REQUIRED ACTION
Work through the data line by line, gathering every line that has the word "turn".

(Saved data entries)
#####

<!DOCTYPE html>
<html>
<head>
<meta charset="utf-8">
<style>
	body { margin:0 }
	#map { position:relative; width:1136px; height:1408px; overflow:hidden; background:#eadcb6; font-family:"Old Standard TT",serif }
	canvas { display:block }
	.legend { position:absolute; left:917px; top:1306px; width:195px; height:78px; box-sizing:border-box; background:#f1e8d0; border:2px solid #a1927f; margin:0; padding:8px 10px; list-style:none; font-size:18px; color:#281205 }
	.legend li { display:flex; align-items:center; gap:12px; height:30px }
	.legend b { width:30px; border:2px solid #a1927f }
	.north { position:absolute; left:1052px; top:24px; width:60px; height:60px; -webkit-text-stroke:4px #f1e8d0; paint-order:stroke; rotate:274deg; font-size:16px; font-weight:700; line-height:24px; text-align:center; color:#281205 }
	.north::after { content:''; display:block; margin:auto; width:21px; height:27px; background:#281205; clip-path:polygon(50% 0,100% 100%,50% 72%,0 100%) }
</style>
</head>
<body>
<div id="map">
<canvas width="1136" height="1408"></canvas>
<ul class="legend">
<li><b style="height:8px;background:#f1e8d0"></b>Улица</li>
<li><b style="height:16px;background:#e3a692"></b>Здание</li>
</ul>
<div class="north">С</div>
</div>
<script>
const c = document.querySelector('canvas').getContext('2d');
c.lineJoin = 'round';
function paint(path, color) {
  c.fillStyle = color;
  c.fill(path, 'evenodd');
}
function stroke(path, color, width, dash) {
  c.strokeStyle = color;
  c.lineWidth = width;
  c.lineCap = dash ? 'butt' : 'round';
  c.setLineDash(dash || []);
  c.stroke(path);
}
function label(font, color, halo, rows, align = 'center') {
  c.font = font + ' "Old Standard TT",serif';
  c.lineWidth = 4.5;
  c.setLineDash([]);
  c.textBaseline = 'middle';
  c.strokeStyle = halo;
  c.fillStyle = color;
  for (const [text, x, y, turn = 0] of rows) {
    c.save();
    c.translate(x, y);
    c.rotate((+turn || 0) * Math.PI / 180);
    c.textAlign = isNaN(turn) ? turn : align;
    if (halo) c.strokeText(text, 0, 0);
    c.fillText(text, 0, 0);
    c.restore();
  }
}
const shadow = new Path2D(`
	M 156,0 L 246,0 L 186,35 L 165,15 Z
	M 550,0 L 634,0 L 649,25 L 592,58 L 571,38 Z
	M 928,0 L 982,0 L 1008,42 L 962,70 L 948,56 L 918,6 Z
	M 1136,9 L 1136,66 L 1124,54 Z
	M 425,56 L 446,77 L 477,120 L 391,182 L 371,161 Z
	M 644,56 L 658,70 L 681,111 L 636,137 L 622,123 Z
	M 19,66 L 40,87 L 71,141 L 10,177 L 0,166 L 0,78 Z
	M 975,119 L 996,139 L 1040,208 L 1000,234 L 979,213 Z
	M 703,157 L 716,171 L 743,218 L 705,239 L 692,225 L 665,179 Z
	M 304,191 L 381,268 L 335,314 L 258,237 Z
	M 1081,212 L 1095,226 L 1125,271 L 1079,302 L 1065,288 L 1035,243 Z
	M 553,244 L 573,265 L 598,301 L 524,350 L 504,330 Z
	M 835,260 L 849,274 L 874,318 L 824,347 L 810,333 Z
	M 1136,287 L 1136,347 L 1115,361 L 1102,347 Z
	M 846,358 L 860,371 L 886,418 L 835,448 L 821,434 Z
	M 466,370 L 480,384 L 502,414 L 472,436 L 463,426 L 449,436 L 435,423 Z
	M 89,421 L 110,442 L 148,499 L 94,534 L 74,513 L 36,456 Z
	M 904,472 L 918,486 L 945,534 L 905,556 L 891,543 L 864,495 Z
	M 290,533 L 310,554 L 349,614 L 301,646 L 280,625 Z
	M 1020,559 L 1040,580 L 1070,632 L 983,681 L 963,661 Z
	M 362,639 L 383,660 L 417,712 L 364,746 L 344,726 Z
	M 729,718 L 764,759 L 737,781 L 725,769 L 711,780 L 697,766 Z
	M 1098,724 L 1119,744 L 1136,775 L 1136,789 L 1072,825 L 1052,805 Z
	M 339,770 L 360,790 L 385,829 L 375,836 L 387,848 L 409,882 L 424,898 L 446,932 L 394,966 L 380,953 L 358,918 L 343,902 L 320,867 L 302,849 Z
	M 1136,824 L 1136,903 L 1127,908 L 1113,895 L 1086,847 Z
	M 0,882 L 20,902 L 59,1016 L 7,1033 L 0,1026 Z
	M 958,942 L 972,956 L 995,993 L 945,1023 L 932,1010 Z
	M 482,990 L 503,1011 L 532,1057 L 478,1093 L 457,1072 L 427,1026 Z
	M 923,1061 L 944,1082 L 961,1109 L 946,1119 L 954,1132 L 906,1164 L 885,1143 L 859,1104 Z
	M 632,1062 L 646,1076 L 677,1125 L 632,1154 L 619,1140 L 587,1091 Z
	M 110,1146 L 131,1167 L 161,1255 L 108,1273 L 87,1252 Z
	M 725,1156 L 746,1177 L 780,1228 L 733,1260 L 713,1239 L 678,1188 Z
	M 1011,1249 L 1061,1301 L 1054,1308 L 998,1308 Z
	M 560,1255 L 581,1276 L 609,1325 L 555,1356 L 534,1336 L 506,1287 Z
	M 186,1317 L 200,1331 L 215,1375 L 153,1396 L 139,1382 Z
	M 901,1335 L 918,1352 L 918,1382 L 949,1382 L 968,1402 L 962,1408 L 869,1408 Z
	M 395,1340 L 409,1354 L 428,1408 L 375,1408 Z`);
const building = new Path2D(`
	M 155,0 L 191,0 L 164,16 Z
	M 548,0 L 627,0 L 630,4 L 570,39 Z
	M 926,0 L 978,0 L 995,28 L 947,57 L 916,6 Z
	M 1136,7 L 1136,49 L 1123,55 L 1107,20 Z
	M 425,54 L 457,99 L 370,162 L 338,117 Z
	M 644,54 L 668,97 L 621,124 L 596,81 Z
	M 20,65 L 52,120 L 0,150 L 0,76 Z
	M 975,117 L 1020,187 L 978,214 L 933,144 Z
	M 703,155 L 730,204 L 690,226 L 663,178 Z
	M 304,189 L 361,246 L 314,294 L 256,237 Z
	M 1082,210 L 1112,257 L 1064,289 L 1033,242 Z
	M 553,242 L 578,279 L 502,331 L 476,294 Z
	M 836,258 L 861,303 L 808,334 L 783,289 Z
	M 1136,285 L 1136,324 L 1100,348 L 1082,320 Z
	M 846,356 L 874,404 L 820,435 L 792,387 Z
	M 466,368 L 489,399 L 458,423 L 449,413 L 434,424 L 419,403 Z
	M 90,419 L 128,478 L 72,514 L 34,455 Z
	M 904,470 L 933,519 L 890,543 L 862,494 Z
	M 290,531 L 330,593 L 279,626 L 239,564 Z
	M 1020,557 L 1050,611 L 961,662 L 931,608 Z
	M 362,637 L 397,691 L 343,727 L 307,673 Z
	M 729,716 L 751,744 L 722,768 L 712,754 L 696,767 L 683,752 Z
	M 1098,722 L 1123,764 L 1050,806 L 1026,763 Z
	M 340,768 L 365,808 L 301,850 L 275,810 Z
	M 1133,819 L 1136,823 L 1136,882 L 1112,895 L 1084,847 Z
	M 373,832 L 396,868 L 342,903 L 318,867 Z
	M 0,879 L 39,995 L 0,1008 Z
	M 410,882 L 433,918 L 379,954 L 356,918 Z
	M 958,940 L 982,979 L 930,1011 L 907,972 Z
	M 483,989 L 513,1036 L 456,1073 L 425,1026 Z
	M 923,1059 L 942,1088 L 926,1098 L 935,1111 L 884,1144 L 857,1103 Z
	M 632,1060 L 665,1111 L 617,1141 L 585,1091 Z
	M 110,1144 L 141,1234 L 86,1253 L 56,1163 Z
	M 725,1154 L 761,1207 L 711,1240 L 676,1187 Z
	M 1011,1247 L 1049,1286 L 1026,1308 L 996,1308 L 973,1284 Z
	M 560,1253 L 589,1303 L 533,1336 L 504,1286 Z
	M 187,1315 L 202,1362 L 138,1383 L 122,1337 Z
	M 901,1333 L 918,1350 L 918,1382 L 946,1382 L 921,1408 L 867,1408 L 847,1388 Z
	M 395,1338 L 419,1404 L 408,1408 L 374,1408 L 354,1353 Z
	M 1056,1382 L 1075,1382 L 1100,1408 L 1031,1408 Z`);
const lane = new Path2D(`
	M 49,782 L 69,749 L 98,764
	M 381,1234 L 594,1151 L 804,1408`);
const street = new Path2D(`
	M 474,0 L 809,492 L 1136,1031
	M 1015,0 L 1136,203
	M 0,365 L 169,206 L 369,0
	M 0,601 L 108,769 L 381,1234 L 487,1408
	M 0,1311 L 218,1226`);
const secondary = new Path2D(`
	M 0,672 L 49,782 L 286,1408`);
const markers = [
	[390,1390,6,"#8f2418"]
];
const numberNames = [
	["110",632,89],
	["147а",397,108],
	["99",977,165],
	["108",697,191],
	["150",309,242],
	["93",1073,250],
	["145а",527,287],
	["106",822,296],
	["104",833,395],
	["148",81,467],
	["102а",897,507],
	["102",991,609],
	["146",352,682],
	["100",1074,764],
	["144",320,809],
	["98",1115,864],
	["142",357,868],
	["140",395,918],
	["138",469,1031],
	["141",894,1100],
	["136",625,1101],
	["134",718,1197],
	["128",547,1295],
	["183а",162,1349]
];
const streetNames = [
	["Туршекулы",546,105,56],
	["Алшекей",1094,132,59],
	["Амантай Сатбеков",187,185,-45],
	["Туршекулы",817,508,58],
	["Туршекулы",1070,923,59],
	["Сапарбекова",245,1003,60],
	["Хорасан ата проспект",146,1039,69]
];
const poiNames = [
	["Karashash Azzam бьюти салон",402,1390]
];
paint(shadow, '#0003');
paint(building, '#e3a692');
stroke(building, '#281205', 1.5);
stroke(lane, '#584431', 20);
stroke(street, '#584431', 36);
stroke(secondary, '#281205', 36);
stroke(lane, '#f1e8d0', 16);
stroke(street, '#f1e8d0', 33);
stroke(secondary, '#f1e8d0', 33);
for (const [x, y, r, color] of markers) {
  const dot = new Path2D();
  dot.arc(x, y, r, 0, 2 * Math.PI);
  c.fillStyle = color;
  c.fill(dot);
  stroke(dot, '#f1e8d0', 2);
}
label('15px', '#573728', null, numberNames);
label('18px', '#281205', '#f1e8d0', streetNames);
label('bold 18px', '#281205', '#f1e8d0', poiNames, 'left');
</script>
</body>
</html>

#####

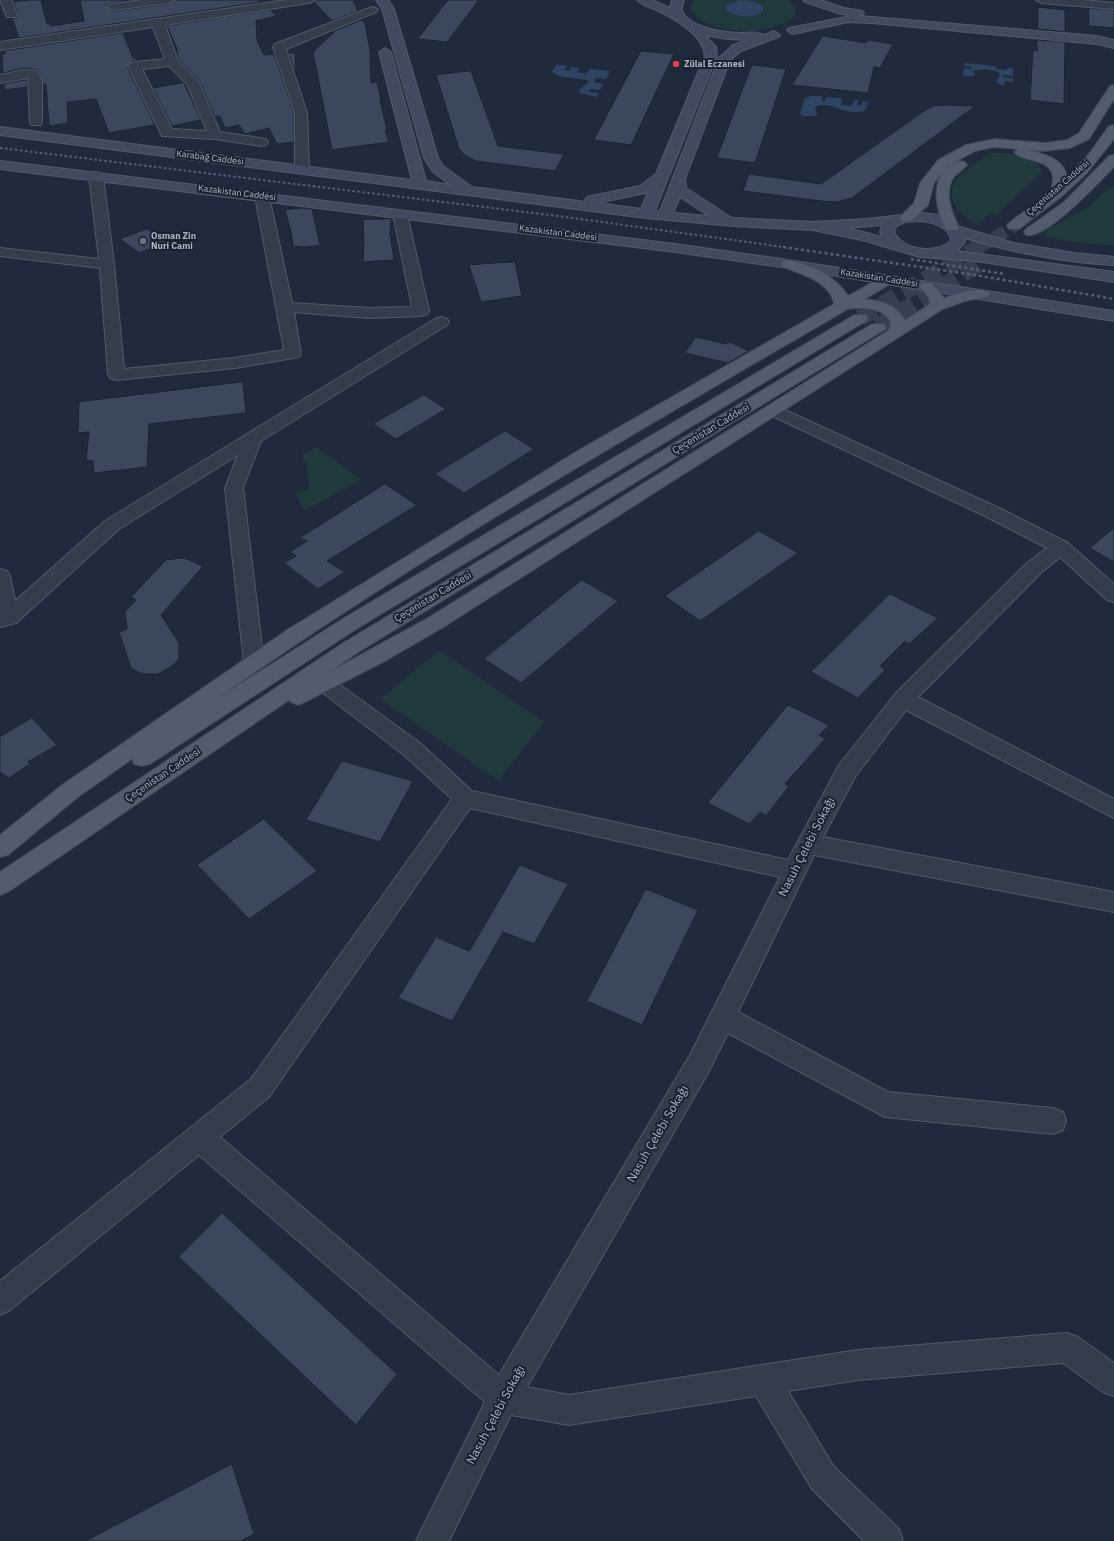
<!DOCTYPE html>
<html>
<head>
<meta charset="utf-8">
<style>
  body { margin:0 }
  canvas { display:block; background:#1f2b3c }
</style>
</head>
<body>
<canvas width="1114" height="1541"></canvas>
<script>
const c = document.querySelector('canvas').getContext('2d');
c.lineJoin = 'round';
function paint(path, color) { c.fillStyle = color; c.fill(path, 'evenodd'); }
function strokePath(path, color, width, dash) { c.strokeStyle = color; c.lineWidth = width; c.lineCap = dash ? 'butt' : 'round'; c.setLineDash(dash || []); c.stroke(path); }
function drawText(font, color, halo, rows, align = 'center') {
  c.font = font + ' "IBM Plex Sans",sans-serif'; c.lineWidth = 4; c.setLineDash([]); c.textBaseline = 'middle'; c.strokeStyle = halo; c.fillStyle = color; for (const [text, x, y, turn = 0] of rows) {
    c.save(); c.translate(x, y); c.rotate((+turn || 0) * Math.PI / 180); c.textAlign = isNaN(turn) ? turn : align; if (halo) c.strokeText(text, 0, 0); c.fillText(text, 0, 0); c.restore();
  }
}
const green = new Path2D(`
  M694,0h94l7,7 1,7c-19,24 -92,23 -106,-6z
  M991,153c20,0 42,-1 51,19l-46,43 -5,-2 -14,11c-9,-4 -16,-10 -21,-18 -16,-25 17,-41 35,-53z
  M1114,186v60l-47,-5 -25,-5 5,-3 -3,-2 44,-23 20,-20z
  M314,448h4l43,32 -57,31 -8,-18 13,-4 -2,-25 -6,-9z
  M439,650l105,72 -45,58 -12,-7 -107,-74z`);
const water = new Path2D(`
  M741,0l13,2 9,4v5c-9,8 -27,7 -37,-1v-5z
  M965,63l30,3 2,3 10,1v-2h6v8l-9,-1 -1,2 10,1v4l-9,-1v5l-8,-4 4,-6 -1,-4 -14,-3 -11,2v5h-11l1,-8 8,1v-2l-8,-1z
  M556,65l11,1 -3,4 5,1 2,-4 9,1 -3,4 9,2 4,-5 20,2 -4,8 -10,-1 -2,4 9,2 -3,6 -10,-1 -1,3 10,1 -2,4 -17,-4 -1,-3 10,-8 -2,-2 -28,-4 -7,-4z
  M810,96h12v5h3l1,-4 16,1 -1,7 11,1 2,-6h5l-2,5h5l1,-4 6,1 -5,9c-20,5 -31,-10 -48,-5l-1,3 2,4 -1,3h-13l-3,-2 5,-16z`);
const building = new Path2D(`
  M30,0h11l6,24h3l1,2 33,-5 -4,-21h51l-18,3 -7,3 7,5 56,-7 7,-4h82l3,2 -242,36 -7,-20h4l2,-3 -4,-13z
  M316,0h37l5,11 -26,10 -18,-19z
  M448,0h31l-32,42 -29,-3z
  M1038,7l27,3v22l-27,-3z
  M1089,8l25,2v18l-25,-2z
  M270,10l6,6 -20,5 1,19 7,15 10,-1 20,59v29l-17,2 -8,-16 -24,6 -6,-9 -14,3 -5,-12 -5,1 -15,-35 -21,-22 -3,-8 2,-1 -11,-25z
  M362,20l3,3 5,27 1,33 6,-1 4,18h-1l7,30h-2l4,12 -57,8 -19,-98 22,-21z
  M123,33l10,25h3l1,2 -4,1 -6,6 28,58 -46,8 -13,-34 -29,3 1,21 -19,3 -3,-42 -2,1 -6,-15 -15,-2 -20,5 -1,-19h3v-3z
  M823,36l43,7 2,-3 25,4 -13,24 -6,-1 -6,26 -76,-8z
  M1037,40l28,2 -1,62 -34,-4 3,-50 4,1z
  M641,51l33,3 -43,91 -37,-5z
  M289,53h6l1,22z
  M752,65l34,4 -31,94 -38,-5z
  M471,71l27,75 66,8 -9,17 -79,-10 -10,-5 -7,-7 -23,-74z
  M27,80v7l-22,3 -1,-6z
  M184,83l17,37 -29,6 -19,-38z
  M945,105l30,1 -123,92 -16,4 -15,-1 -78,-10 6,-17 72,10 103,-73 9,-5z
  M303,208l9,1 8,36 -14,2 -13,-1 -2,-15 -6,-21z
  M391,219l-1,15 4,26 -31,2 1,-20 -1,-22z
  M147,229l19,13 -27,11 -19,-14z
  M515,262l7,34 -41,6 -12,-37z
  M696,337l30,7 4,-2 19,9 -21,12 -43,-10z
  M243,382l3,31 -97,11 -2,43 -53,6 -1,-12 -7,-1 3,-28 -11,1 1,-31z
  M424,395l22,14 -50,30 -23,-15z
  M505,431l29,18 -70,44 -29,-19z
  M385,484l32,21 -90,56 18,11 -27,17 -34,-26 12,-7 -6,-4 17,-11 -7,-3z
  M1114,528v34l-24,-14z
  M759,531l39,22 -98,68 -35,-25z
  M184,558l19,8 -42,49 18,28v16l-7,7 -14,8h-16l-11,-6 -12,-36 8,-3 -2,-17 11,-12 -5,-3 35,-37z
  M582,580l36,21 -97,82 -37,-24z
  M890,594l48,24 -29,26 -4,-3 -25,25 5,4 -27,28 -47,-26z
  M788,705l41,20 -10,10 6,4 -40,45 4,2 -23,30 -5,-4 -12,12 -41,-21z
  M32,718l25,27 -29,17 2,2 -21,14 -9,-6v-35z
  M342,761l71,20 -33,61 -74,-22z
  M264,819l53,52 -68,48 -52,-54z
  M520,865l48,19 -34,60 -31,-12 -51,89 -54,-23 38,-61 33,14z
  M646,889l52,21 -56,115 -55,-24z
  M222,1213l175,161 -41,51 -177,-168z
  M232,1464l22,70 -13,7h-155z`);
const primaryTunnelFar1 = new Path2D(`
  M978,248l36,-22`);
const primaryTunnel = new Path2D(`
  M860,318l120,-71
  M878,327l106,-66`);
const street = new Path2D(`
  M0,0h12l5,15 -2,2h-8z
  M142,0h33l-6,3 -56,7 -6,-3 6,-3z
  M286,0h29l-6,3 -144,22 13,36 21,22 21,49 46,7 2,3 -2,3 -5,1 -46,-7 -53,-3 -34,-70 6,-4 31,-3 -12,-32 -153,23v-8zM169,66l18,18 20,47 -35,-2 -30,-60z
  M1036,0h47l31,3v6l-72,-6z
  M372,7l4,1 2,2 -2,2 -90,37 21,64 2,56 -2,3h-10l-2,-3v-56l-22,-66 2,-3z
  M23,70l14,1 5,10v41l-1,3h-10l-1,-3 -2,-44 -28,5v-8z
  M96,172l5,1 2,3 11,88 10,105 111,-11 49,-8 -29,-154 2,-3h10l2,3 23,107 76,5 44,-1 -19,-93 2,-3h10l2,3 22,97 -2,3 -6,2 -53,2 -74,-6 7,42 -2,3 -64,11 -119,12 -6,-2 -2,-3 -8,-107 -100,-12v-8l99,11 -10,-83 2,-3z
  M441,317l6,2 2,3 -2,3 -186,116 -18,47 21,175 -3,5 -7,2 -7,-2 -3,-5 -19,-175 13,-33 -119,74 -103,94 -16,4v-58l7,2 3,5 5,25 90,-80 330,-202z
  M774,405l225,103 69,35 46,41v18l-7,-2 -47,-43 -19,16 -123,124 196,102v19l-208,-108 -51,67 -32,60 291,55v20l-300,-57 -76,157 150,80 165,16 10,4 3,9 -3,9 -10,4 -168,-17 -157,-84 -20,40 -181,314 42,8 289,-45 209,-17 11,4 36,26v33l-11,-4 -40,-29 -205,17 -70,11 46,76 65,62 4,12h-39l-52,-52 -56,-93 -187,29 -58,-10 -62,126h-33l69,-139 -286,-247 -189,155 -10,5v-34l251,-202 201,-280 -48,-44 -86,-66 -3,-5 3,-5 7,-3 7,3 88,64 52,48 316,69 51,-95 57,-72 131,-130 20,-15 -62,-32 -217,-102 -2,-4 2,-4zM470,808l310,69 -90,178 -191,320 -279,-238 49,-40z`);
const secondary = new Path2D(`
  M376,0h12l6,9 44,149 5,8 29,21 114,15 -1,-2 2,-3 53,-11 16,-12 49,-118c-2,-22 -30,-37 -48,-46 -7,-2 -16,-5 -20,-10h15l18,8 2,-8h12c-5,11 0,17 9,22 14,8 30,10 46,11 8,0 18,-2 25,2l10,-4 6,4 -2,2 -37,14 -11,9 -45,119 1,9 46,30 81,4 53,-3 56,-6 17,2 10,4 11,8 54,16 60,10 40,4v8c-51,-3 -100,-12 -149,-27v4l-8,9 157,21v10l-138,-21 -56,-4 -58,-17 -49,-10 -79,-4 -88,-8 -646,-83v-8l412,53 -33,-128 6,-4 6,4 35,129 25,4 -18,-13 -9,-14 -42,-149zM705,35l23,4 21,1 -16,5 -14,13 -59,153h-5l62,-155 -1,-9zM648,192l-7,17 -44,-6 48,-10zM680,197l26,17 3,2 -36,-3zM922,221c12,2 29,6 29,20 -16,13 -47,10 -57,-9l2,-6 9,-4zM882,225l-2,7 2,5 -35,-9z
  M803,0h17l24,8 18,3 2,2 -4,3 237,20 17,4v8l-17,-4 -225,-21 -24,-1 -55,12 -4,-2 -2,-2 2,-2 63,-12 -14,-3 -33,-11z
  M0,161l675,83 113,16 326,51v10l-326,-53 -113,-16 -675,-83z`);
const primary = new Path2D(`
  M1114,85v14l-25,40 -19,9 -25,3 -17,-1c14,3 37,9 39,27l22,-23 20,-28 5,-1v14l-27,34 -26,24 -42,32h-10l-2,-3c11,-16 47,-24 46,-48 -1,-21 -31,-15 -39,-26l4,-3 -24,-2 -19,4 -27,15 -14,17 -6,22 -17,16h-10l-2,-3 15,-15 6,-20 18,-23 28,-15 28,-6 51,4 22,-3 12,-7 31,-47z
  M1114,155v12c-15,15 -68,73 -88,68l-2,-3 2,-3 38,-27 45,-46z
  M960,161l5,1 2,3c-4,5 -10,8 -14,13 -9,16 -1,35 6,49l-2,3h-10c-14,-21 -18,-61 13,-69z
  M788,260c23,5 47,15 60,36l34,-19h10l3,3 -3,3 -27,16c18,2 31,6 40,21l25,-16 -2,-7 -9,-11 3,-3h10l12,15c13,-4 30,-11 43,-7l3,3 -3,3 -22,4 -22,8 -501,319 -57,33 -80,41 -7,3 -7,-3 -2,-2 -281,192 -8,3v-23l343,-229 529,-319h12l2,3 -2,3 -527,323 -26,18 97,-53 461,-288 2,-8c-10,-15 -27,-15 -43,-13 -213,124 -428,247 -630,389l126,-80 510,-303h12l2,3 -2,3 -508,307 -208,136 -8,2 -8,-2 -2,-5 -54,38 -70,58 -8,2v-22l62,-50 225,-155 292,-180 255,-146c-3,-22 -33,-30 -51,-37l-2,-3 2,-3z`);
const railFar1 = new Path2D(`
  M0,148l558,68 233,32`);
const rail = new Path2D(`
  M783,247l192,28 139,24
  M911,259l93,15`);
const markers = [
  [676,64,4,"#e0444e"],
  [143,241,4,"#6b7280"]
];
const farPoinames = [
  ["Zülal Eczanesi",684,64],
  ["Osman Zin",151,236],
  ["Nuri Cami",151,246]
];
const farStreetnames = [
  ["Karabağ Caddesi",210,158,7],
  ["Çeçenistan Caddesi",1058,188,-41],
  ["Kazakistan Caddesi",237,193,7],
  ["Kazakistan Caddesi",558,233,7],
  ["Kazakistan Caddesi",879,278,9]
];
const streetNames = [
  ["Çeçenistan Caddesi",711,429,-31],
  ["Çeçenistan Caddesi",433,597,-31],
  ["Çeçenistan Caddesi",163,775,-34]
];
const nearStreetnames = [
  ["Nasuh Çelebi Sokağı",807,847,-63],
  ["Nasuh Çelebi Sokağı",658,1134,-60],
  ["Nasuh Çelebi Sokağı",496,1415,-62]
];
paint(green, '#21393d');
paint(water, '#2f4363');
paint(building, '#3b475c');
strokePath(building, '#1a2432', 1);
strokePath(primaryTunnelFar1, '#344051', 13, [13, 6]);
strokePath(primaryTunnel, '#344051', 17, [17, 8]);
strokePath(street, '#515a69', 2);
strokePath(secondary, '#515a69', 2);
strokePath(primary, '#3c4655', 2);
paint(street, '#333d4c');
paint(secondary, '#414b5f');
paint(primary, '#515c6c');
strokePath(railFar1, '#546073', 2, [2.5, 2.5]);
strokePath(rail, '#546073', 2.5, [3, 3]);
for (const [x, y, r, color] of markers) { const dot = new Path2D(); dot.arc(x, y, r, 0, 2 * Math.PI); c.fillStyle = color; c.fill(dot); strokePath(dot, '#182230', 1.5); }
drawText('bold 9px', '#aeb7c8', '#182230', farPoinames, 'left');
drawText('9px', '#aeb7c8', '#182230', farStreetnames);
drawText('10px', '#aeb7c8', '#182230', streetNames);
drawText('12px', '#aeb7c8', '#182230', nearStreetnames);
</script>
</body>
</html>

#####

TASK RESPONSE
  for (const [text, x, y, turn = 0] of rows) {
    c.rotate((+turn || 0) * Math.PI / 180);
    c.textAlign = isNaN(turn) ? turn : align;
  c.font = font + ' "IBM Plex Sans",sans-serif'; c.lineWidth = 4; c.setLineDash([]); c.textBaseline = 'middle'; c.strokeStyle = halo; c.fillStyle = color; for (const [text, x, y, turn = 0] of rows) {
    c.save(); c.translate(x, y); c.rotate((+turn || 0) * Math.PI / 180); c.textAlign = isNaN(turn) ? turn : align; if (halo) c.strokeText(text, 0, 0); c.fillText(text, 0, 0); c.restore();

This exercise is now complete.